Tink leaned impossibly closer. “When we’re done here, once we’ve retrieved the scale and lifted your curse, I want to help you stop him.”
He sucked in a breath, turning to face her fully.
“What about your home? And Lily?”
“She can go back and tell everyone I’m okay. Her bracelet is still intact, so we just need to get her back to one of the doors. Once Blackbeard is defeated, I can use the pearl to fix myself and go back later.”
So she’d still leave him. A deep ache rent through his chest. Should have known.

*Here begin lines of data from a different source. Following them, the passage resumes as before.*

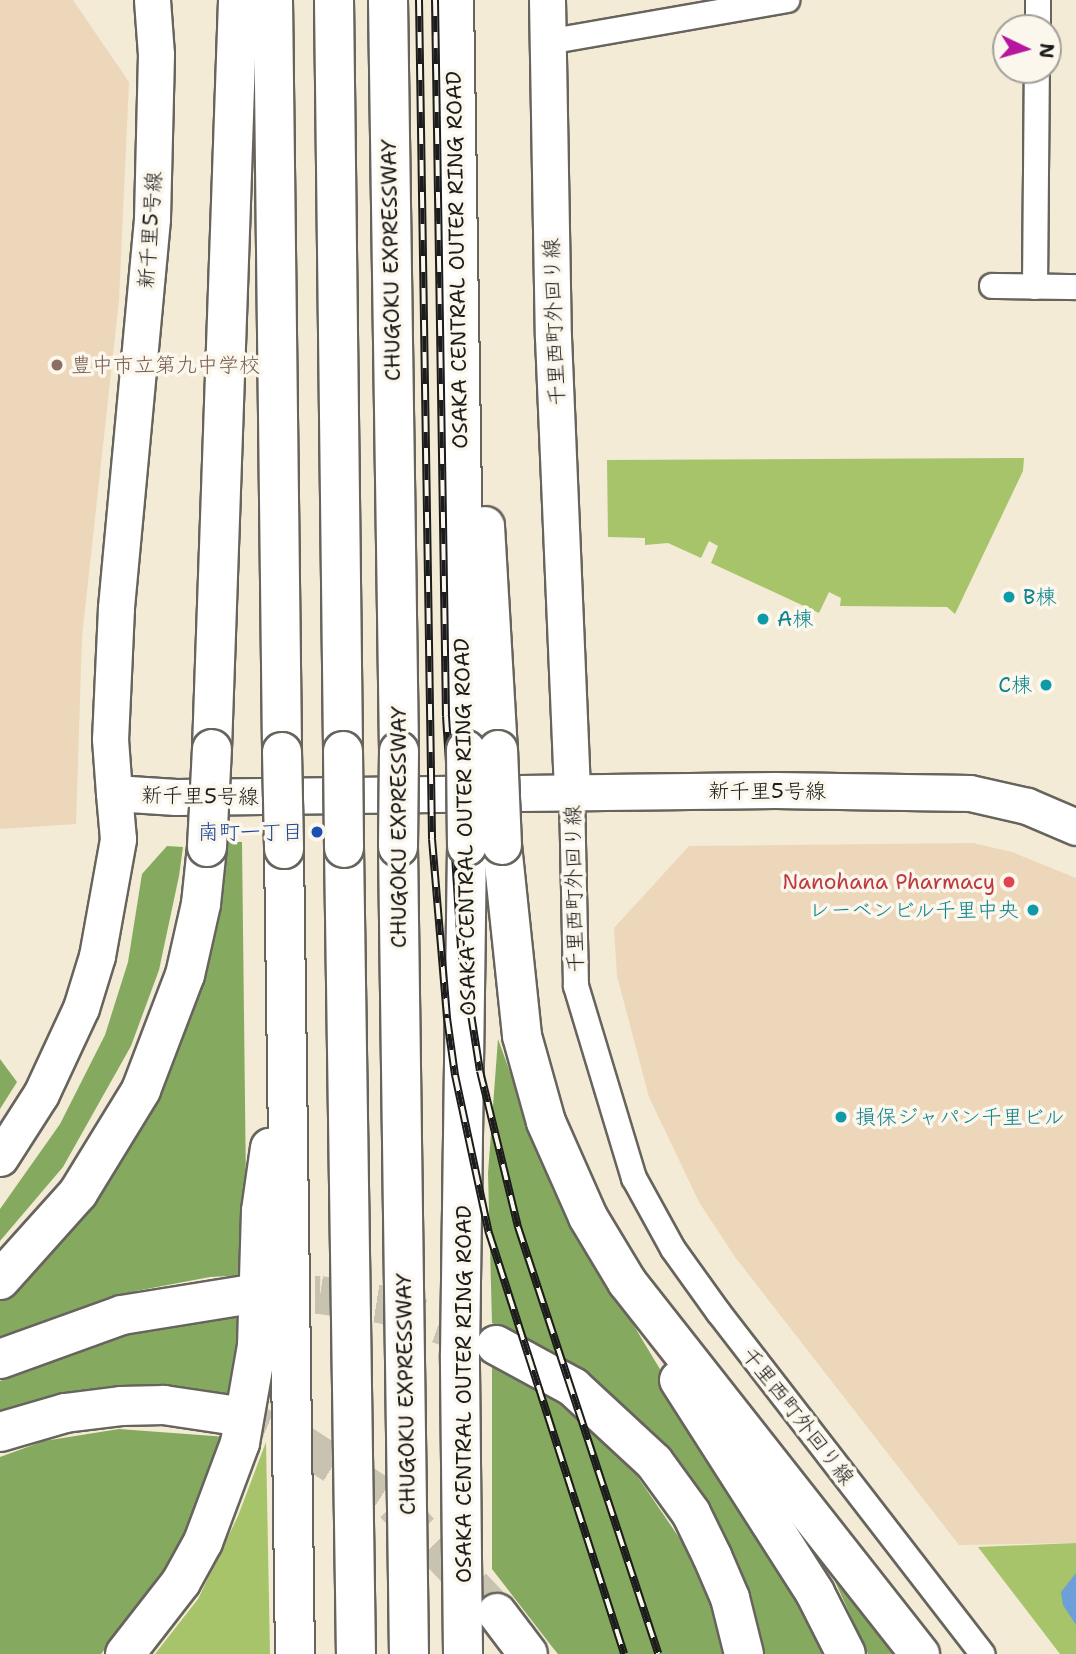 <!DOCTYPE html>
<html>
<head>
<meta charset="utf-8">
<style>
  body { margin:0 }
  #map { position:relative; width:1076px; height:1654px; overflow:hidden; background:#f3ebd5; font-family:"Shantell Sans","Klee One",sans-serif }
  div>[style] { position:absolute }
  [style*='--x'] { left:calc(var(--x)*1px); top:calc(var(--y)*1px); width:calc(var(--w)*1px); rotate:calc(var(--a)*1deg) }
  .built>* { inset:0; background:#edd7ba }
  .green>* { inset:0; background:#a7c46b }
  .forest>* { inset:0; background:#85aa5f }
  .water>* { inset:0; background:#6d9fd8 }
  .primary-tunnel>* { height:38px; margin-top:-19px; transform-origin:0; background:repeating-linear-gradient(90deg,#c8c2b0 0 38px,transparent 0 57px) }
  .roads { filter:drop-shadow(2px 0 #67645d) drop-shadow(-2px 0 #67645d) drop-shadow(0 2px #67645d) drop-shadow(0 -2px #67645d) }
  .street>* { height:24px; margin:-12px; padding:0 12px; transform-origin:12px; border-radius:12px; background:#fff }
  .secondary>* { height:35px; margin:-17.5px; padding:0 17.5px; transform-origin:17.5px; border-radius:17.5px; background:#fff }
  .primary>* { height:38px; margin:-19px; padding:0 19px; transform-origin:19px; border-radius:19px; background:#fff }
  .highway>* { height:38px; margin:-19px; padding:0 19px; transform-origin:19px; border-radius:19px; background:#fff }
  .rail>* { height:8px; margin-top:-4px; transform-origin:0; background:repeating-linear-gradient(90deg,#fbf7ec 0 16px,#1c1c1c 0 32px); box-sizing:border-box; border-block:2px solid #1c1c1c }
  .bridges { filter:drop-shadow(2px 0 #67645d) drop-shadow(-2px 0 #67645d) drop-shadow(0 2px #67645d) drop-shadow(0 -2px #67645d) }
  .primary-bridge>* { height:38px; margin:-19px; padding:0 19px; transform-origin:19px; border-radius:19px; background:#fff }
  .highway-bridge>* { height:38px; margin:-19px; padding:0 19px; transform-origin:19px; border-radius:19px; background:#fff }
  .dots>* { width:19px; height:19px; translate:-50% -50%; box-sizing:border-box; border:4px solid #fbf7ec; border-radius:50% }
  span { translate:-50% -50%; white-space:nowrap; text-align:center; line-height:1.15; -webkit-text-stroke:7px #fbf7ec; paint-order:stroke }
  .street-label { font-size:21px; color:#1c1c1c }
  .education-label { font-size:21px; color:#785e54 }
  .left { translate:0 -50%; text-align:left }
  .culture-label { font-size:21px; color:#0d838f }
  .right { translate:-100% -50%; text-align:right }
  .transit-label { font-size:21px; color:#164399 }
  .health-label { font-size:21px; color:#be3a42 }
  .north { position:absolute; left:992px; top:14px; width:70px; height:70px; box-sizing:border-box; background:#fbf7ec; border:2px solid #a29f99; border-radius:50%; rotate:95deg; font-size:19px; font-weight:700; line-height:28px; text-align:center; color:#1c1c1c }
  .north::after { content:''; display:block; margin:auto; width:24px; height:32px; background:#b5179e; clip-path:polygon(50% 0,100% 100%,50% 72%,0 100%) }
</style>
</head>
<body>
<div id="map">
  <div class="built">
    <i style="clip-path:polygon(0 0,73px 0,129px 82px,119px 300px,82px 637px,76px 824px,0 829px)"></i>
    <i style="clip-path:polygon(973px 843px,1012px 852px,1076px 878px,1076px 1543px,959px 1545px,735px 1257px,699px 1202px,649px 1097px,617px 976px,614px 928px,689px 846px)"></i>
  </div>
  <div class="green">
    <i style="clip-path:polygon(1024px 458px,1023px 471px,955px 614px,947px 607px,840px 606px,841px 598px,829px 592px,819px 613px,711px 563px,718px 546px,709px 541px,701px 558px,668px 543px,645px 545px,645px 538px,608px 537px,607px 460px)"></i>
    <i style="clip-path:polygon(266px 1442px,270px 1654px,155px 1654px,198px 1599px,238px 1516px)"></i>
    <i style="clip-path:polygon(1076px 1543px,1076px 1654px,1060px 1654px,978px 1547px)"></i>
  </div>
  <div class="forest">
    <i style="clip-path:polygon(217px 841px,242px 842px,247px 1275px,210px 1277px,136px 1291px,0 1337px,0 1295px,87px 1198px)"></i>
    <i style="clip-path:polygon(167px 846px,183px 847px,179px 876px,159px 970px,131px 1046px,63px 1167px,0 1241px,0 1209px,60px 1124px,105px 1035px,128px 962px,142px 874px)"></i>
    <i style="clip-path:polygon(498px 1039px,553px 1191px,777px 1564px,825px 1654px,764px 1654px,748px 1591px,725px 1534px,669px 1452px,624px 1406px,579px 1371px,492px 1323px,488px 1173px)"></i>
    <i style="clip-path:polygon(0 1059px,17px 1082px,0 1109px)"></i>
    <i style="clip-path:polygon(246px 1316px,236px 1398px,0 1413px,0 1381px,30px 1368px,144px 1330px)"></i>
    <i style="clip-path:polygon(492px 1366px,553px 1398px,633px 1470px,689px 1552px,710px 1599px,725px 1654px,558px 1654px,553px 1648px,492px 1569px)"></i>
    <i style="clip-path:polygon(119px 1429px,227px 1437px,209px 1496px,165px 1575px,101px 1654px,0 1654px,0 1457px,44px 1441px)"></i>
    <i style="clip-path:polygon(833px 1577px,837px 1577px,897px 1654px,868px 1654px)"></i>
  </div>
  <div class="water">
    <i style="clip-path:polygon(1076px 1573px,1076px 1625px,1063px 1605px,1061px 1592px)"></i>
  </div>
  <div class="primary-tunnel">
    <i style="--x:258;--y:1294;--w:62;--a:0.9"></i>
    <i style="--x:320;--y:1295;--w:66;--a:8.7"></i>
    <i style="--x:385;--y:1305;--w:113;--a:19.7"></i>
    <i style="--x:231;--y:1415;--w:77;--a:22.2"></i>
    <i style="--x:302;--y:1444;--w:110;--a:33.1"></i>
    <i style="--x:394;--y:1504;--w:150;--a:46.6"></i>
  </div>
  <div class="roads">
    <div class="street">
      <i style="--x:1038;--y:28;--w:28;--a:-90"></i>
      <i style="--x:547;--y:42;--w:244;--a:-9.9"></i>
      <i style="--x:992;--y:286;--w:84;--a:0.7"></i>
      <i style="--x:1035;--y:287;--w:217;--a:-89.5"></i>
      <i style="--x:572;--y:795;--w:191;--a:88.8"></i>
      <i style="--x:576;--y:986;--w:201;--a:73.2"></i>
      <i style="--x:634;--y:1178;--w:81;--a:61.2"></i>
      <i style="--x:673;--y:1249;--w:79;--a:54.3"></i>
      <i style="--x:719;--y:1313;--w:431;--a:52.3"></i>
    </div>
    <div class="secondary">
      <i style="--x:152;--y:0;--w:54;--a:85.8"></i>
      <i style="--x:156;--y:54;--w:165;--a:91.4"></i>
      <i style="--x:152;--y:219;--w:391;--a:95.3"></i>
      <i style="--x:116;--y:608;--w:131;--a:92.6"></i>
      <i style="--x:110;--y:739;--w:54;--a:85.8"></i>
      <i style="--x:114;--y:793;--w:62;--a:3.7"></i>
      <i style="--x:176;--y:797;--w:599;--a:-0.67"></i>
      <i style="--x:775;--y:790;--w:195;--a:0.9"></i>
      <i style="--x:970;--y:793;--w:58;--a:12.8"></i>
      <i style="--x:1027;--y:806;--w:53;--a:23.2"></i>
      <i style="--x:547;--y:0;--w:337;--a:89"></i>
      <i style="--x:553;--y:337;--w:458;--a:87.6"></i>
      <i style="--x:0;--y:1158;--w:76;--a:-57.4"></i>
      <i style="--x:41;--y:1094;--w:95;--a:-65.1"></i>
      <i style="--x:81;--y:1008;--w:54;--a:-72.9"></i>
      <i style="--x:97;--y:956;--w:119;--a:-79.8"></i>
      <i style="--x:118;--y:839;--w:46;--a:-95"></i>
    </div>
    <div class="primary">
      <i style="--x:273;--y:0;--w:752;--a:89.31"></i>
      <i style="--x:454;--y:0;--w:750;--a:89.08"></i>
      <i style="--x:485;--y:526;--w:224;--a:86.7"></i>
      <i style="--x:212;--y:749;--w:749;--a:-88.01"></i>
      <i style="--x:502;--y:845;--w:192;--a:84"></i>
      <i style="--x:522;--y:1036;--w:89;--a:74.4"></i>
      <i style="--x:546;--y:1122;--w:104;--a:66.1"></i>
      <i style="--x:588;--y:1217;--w:76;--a:59"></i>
      <i style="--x:627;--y:1282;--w:474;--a:51.8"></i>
      <i style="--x:284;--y:849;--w:805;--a:89.22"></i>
      <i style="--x:0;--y:1280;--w:117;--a:-48.1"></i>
      <i style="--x:78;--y:1193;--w:121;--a:-58.5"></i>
      <i style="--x:141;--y:1090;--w:123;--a:-69.1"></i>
      <i style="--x:185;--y:975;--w:73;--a:-77.3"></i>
      <i style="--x:201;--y:904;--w:57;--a:-84"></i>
      <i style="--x:496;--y:1345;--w:88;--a:28.6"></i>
      <i style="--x:573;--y:1387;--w:110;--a:42.8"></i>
      <i style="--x:654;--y:1462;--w:63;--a:54"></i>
      <i style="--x:691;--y:1513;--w:48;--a:64"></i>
      <i style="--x:712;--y:1556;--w:46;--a:66.8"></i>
      <i style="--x:730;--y:1598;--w:58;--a:76"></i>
      <i style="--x:0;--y:1359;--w:130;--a:-19.8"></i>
      <i style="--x:122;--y:1315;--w:125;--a:-9.2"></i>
      <i style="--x:679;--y:1380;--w:253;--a:57.4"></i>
      <i style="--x:815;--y:1593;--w:68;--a:63.1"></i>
      <i style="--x:0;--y:1432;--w:68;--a:-16.3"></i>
      <i style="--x:65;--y:1413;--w:56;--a:-7.1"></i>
      <i style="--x:121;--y:1406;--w:43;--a:-1.3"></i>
      <i style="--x:164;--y:1405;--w:68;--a:8.5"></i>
      <i style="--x:497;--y:1613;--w:51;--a:52.9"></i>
      <i style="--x:125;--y:1654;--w:91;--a:-52.1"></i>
      <i style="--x:181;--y:1582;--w:46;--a:-61.2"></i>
      <i style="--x:203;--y:1542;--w:106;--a:-69.5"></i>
      <i style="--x:240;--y:1443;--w:98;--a:-80.1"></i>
      <i style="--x:257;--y:1346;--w:135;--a:-88.3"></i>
      <i style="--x:261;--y:1211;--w:64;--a:-81.9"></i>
      <i style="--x:463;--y:1654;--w:300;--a:-90.6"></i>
      <i style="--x:460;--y:1354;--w:508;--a:-89.21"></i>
    </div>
    <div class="highway">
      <i style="--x:334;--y:0;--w:751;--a:89.31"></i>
      <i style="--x:388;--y:0;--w:751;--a:89.16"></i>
      <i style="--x:398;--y:847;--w:807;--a:89.22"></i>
      <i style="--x:344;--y:848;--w:806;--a:89.15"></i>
    </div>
  </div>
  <div class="rail">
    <i style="--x:419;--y:0;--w:839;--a:89.11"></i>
    <i style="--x:432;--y:839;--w:180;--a:85.2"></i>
    <i style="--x:447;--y:1018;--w:58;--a:82"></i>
    <i style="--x:455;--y:1075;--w:162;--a:77.9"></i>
    <i style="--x:489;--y:1233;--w:442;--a:72.2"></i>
    <i style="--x:435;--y:0;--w:716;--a:89.12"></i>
    <i style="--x:446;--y:716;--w:235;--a:86.3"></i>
    <i style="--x:461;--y:951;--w:121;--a:81"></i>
    <i style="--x:480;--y:1071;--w:161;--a:76.3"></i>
    <i style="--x:518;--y:1227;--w:449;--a:71.8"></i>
  </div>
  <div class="bridges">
    <div class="primary-bridge">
      <i style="--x:466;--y:750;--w:96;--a:89.4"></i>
      <i style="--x:498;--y:750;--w:95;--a:87.6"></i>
      <i style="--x:282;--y:752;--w:97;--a:88.8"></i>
      <i style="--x:207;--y:847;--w:98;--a:-87.1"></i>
    </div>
    <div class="highway-bridge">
      <i style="--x:343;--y:751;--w:97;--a:89.4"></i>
      <i style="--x:398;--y:847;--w:96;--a:-89.4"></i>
    </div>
  </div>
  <div class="dots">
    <i style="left:57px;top:365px;background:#8d6e63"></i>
    <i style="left:1009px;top:597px;background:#0f9aa8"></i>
    <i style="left:763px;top:619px;background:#0f9aa8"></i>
    <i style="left:1046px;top:685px;background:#0f9aa8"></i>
    <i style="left:317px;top:832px;background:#1a4fb4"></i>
    <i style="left:1009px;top:882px;background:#e0444e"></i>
    <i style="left:1033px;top:910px;background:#0f9aa8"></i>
    <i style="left:841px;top:1117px;background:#0f9aa8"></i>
  </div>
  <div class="street-label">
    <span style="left:150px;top:230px;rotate:-86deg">新千里5号線</span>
    <span style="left:391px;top:260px;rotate:-91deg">CHUGOKU EXPRESSWAY</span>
    <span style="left:457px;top:260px;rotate:-91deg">OSAKA CENTRAL OUTER RING ROAD</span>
    <span style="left:554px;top:322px;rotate:-92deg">千里西町外回り線</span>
    <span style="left:767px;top:791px">新千里5号線</span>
    <span style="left:200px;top:796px;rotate:1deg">新千里5号線</span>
    <span style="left:399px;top:827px;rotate:-90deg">CHUGOKU EXPRESSWAY</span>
    <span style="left:465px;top:827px;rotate:-91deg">OSAKA CENTRAL OUTER RING ROAD</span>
    <span style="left:574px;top:889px;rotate:-91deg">千里西町外回り線</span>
    <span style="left:406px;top:1394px;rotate:-91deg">CHUGOKU EXPRESSWAY</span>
    <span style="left:464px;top:1394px;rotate:-90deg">OSAKA CENTRAL OUTER RING ROAD</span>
    <span style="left:798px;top:1416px;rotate:52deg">千里西町外回り線</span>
  </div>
  <div class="education-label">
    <span class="left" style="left:71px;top:365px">豊中市立第九中学校</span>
  </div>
  <div class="culture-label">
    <span class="left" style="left:1023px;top:597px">B棟</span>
    <span class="left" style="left:777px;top:619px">A棟</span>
    <span class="right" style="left:1032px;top:685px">C棟</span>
    <span class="right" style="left:1019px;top:910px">レーベンビル千里中央</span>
    <span class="left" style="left:855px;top:1117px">損保ジャパン千里ビル</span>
  </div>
  <div class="transit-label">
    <span class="right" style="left:303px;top:832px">南町一丁目</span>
  </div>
  <div class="health-label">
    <span class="right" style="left:995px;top:882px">Nanohana Pharmacy</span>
  </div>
  <div class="north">N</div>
</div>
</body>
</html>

“That is…” She released the ring, her fingers trailing down his skin. “Unless you don’t want me to,” she rambled on, clearing noticing the change in him no matter how he tried to hide it. “He’s hurt you worse than me, I just want to help—”
“You do help. I’d love your help.” And so much more.
But he couldn’t ask it. She hated the sea.
Bloody hell, she can’t even swim and retches up everything in her stomach half the time.
And he couldn’t leave his crew…or the sea…
They were part of him as much as the air in his lungs. “We’ll figure this out.”
She nestled into his side with a soft sigh. A murmur slipped from her lips, too quiet to hear. Despite the troubles that no doubt awaited them, in that moment he had everything he desired.